=== Begin Enclosure ===
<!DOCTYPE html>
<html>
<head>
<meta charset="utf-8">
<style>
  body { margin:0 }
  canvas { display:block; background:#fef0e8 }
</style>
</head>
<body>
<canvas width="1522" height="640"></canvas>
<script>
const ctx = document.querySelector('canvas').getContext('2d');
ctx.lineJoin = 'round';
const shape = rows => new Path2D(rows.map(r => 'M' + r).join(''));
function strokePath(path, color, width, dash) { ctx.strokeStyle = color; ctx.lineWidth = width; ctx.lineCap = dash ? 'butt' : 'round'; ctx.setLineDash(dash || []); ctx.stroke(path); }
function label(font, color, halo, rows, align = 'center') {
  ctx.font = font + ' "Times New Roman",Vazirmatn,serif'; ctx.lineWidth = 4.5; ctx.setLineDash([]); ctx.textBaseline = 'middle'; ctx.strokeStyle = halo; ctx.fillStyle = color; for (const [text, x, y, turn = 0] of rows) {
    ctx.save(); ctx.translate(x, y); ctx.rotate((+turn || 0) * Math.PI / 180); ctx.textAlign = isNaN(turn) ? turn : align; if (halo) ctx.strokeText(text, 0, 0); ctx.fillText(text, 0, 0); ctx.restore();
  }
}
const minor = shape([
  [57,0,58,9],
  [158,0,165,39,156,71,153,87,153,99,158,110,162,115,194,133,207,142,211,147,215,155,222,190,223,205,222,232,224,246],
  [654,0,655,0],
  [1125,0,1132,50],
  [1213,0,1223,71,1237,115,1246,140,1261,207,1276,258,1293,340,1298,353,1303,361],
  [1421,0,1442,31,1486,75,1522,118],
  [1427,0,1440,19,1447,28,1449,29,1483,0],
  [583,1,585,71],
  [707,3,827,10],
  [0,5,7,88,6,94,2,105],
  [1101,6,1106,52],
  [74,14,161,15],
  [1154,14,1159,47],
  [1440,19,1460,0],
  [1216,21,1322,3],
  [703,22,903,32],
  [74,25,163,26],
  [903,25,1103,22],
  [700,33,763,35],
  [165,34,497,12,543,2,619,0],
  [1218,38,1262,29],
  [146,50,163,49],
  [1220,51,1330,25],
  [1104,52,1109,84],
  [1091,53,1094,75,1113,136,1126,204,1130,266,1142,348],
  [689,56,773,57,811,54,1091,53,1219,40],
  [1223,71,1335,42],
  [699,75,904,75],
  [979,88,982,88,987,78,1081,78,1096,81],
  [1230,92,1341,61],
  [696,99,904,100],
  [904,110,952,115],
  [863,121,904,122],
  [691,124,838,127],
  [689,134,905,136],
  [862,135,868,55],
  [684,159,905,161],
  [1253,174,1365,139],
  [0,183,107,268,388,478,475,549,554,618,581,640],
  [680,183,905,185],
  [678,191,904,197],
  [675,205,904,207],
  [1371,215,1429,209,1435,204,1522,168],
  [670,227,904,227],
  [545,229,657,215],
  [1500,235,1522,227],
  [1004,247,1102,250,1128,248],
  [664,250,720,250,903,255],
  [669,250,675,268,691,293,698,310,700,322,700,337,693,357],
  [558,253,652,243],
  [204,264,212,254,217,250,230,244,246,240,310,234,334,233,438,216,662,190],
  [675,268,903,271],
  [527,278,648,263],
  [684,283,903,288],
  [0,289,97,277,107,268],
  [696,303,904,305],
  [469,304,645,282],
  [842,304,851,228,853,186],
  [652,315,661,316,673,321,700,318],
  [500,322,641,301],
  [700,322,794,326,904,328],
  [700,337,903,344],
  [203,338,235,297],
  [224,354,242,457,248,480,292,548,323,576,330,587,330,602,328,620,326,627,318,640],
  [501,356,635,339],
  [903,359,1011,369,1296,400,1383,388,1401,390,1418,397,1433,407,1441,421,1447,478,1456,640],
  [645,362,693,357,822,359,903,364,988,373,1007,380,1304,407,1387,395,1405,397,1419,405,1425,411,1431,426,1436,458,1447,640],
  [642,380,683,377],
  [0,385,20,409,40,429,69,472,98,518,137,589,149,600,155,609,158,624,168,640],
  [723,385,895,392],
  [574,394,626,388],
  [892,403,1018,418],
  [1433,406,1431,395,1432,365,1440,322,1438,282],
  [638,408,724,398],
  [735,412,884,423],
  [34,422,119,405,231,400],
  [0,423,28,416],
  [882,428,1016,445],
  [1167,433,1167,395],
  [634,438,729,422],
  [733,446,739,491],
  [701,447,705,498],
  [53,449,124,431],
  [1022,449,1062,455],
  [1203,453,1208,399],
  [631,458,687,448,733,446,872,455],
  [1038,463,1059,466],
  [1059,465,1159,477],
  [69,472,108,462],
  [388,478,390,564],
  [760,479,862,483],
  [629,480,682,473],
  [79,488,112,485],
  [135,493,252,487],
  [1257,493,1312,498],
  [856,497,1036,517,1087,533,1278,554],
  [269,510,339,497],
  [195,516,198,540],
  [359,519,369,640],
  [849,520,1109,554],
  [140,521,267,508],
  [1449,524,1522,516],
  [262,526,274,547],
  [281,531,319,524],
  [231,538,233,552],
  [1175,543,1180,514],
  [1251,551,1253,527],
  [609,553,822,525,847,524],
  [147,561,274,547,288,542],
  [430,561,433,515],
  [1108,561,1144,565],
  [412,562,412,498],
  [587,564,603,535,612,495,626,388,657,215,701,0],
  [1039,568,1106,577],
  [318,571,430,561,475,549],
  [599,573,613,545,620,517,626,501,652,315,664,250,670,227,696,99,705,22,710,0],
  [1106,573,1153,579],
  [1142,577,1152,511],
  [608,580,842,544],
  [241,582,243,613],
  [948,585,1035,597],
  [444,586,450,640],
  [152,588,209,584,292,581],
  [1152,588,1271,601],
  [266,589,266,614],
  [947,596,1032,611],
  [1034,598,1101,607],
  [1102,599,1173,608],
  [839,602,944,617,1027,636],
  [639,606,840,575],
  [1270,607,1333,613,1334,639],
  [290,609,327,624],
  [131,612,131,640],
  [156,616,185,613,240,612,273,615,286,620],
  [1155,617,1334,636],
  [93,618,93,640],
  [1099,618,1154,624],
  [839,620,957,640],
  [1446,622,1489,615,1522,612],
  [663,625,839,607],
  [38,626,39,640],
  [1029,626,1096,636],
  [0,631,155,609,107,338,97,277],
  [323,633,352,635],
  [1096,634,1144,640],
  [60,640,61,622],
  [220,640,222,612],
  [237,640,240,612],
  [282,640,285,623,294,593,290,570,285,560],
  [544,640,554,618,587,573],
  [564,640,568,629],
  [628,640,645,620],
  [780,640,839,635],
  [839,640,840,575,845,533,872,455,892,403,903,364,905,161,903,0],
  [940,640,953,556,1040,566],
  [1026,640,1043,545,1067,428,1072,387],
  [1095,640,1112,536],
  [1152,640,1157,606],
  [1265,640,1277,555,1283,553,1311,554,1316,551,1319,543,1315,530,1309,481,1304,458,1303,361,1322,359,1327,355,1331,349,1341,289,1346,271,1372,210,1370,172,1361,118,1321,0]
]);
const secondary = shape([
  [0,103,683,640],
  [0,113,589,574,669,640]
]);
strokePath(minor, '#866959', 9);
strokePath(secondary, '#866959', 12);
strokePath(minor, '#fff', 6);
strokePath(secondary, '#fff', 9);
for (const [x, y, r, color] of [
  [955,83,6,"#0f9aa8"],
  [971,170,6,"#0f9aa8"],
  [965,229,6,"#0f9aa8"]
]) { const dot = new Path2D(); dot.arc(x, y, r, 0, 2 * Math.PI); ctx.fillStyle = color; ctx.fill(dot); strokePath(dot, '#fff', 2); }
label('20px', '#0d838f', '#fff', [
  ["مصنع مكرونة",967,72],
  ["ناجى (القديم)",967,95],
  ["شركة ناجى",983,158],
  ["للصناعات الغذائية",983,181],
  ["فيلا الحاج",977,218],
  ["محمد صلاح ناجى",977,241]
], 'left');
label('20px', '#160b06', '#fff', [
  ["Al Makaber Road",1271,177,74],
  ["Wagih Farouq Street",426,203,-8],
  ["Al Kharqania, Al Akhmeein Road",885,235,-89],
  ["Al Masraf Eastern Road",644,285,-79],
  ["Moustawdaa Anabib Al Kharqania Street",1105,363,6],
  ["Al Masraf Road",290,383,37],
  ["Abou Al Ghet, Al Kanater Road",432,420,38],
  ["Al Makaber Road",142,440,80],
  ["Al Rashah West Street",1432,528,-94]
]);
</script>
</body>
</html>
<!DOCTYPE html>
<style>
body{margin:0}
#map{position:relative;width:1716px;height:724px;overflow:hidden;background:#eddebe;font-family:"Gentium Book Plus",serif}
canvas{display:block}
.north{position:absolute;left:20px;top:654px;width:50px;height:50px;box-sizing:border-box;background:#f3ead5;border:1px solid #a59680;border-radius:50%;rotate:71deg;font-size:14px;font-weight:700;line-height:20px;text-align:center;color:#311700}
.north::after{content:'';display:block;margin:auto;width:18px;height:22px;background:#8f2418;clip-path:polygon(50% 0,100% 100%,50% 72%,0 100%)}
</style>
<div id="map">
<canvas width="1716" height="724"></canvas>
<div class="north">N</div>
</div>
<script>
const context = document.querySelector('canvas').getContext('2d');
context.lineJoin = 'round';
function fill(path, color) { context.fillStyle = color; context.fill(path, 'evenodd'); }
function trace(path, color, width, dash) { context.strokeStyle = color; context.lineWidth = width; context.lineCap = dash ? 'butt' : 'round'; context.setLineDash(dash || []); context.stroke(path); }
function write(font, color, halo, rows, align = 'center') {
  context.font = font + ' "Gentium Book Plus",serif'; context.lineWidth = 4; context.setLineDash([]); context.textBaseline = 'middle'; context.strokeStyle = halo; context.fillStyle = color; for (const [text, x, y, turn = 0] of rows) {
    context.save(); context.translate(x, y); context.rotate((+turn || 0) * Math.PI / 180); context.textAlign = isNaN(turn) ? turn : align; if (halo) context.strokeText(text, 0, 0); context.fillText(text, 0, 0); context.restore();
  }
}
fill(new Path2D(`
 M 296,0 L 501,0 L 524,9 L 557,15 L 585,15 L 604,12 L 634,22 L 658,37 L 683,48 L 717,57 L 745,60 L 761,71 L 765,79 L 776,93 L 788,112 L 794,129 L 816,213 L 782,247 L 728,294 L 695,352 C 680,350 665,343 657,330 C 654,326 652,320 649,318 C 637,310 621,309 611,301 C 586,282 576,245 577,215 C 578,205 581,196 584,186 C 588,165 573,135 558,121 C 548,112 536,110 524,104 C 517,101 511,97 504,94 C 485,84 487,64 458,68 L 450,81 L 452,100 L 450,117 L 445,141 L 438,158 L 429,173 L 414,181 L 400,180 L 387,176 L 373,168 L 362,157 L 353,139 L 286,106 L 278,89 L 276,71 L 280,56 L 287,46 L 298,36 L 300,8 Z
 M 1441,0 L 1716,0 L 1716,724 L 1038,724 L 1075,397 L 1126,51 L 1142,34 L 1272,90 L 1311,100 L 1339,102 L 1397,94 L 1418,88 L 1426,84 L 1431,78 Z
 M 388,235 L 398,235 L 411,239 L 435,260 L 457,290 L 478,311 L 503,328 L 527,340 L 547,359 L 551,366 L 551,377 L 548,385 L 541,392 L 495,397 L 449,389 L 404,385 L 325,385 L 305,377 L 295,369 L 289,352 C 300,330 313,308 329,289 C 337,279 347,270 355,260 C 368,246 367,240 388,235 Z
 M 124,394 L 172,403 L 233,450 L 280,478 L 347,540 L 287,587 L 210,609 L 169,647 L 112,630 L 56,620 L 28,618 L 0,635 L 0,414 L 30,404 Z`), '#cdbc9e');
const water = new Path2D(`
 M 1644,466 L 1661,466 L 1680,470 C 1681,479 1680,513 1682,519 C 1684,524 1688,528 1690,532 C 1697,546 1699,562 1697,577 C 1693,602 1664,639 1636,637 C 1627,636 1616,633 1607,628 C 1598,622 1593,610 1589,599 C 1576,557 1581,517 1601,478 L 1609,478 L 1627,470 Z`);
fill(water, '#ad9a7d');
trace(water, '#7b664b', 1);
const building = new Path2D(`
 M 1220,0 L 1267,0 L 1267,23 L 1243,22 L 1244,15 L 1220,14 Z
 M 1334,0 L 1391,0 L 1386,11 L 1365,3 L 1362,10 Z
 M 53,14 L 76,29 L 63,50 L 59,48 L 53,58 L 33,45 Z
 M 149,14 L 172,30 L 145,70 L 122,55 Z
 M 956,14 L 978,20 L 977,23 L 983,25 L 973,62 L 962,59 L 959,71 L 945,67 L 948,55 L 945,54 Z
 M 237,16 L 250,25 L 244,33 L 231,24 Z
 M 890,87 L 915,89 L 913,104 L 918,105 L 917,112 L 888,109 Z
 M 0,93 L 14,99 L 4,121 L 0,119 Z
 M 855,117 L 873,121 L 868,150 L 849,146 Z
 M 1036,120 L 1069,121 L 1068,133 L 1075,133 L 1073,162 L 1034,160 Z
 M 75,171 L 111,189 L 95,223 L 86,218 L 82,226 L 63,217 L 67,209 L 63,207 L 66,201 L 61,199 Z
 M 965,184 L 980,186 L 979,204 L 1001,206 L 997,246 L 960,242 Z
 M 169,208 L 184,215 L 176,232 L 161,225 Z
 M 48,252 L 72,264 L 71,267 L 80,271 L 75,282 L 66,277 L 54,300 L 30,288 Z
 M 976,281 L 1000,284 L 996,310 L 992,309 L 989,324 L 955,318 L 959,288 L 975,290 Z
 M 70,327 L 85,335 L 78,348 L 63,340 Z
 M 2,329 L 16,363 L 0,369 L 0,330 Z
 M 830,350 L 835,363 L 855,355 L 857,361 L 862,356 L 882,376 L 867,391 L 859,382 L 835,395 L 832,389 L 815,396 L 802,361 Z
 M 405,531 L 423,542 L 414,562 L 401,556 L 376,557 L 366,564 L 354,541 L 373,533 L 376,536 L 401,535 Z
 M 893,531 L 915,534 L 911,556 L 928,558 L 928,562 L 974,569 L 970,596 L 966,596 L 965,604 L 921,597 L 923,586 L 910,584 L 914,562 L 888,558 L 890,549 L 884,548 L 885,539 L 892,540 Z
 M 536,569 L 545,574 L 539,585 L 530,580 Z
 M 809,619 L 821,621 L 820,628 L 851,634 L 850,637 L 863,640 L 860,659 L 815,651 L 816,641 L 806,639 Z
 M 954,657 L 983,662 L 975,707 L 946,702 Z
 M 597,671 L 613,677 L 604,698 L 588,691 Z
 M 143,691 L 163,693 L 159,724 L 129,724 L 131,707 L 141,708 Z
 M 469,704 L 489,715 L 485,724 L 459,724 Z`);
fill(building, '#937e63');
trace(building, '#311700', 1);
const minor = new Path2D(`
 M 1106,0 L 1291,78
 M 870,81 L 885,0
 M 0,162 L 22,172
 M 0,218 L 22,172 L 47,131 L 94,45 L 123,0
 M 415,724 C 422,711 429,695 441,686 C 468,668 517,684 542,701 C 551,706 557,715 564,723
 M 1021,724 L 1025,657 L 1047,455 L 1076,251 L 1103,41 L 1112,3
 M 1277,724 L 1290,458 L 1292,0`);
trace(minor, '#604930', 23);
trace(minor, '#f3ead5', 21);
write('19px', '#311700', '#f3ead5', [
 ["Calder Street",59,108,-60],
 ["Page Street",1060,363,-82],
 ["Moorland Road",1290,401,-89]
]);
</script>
=== End Enclosure ===
WORK REQUIRED → Whenever a line in the material contains the word "function", copy that line.

RESULT FOR THIS TASK →
function strokePath(path, color, width, dash) { ctx.strokeStyle = color; ctx.lineWidth = width; ctx.lineCap = dash ? 'butt' : 'round'; ctx.setLineDash(dash || []); ctx.stroke(path); }
function label(font, color, halo, rows, align = 'center') {
function fill(path, color) { context.fillStyle = color; context.fill(path, 'evenodd'); }
function trace(path, color, width, dash) { context.strokeStyle = color; context.lineWidth = width; context.lineCap = dash ? 'butt' : 'round'; context.setLineDash(dash || []); context.stroke(path); }
function write(font, color, halo, rows, align = 'center') {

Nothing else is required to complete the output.